Want to turn a green lane into a brown lane, tow a Gulaschkanone across a snowy field, or roam the Western Desert trashing Axis airfields? Get a 4×4. Want quick introductions to games of interest to realism relishers and old fogies? Read a 3×3. Prior to penning one of these articles I’ll play three tempting titles for at least three hours each. While it would be cavalier to call the reports that result from such brief auditions ‘reviews’, it’s conceivable they might lead to more prolonged playtests, and prompt or prevent the odd purchase.
Hunting Unlimited 3

Could my desire to play hunting sims at this time of the year have anthropological/genetic origins? Seeing the signs of approaching winter in the fields and woods around Bramley End, am I subconsciously driven to stock my larder in readiness for the hard times ahead?

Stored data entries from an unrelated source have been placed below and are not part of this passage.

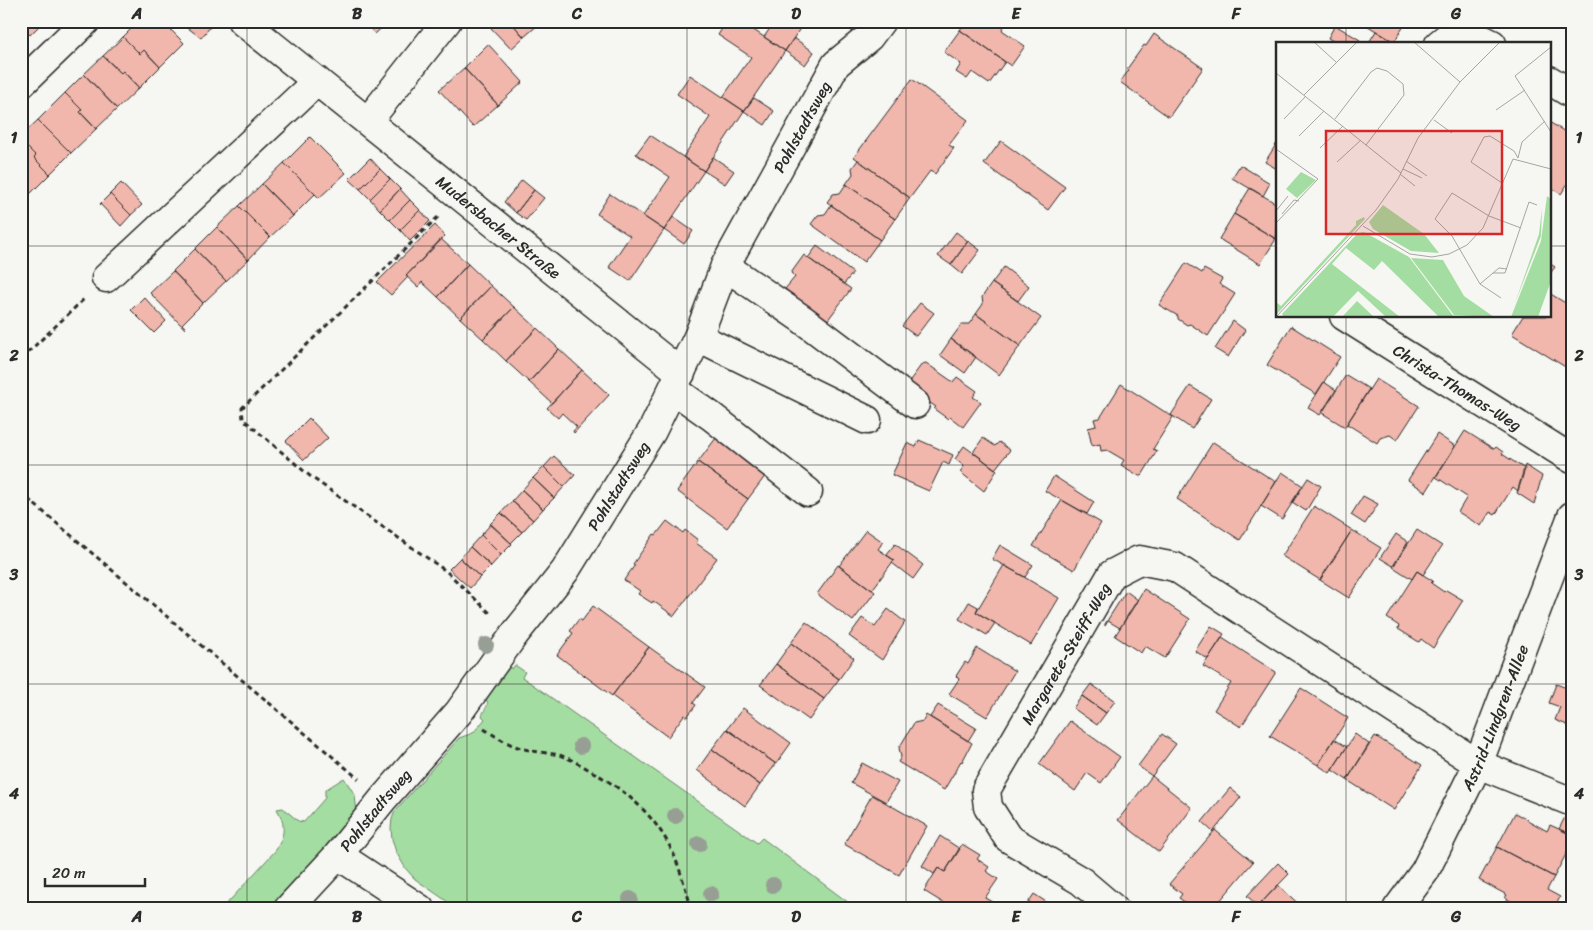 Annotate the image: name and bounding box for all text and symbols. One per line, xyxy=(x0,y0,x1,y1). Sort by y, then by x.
text: A xyxy=(131,0,142,28)
text: B xyxy=(352,0,363,28)
text: C xyxy=(571,0,583,28)
text: D xyxy=(791,0,801,28)
text: E xyxy=(1012,0,1022,28)
text: F xyxy=(1231,0,1242,28)
text: G xyxy=(1450,0,1462,28)
inset map xyxy=(1276,42,1550,318)
street label: Pohlstadtsweg xyxy=(764,75,839,178)
text: 1 xyxy=(11,123,18,152)
text: 1 xyxy=(1576,123,1583,152)
street label: Mudersbacher Straße xyxy=(430,167,568,286)
street label: Christa-Thomas-Weg xyxy=(1387,336,1528,439)
text: 2 xyxy=(8,341,19,370)
text: 2 xyxy=(1573,341,1584,370)
street label: Pohlstadtsweg xyxy=(579,435,657,536)
text: 3 xyxy=(9,560,19,589)
text: 3 xyxy=(1574,560,1584,589)
street label: Margarete-Steiff-Weg xyxy=(1013,577,1119,730)
street label: Astrid-Lindgren-Allee xyxy=(1452,640,1537,797)
street label: Pohlstadtsweg xyxy=(331,761,418,858)
text: 4 xyxy=(8,779,19,808)
text: 4 xyxy=(1573,779,1584,808)
scale bar xyxy=(45,855,145,887)
text: 20 m xyxy=(52,860,86,886)
text: A xyxy=(131,902,142,930)
text: B xyxy=(352,902,363,930)
text: C xyxy=(571,902,583,930)
text: D xyxy=(791,902,801,930)
text: E xyxy=(1012,902,1022,930)
text: F xyxy=(1231,902,1242,930)
text: G xyxy=(1450,902,1462,930)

Usually my retro deer culling diversion of choice is the evergreen Deer Hunter 2005. This year for a change I’ve been playing its contemporary and main rival, Hunting Unlimited 3.

Before SCS Software realised it was possible to make a lot of people extremely happy by producing great trucking sims, they made a fair number of people (mostly Americans) moderately happy by making solid hunting sims. The Czech-made Hunting Unlimited titles slopped onto the leaf litter between 2001 and 2009. From fairly fuzzy memory, none were finer than HU3, a 2004 release available currently – but not for much longer (the Steam offer ends in 30 hours) – for a tempting three quid.

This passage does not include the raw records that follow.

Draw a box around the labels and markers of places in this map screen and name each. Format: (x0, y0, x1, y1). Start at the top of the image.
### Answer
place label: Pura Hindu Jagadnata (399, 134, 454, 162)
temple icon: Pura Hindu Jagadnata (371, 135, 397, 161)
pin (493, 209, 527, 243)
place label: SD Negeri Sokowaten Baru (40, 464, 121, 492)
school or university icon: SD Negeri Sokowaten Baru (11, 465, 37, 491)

For the price of a cup of coffee, you get to stalk and slay cougars, grizzlies, and eight species of ungulates, on six sizeable North American maps, and reduce Zambia’s populations of lions, elephants, and kudu. You don’t get the original release’s attractive gatefold CD sleeve with its embossed animal heads and bold boasts (‘America’s favourite hunting series!’ and ‘When it comes to hunting, there’s nothing more real.’)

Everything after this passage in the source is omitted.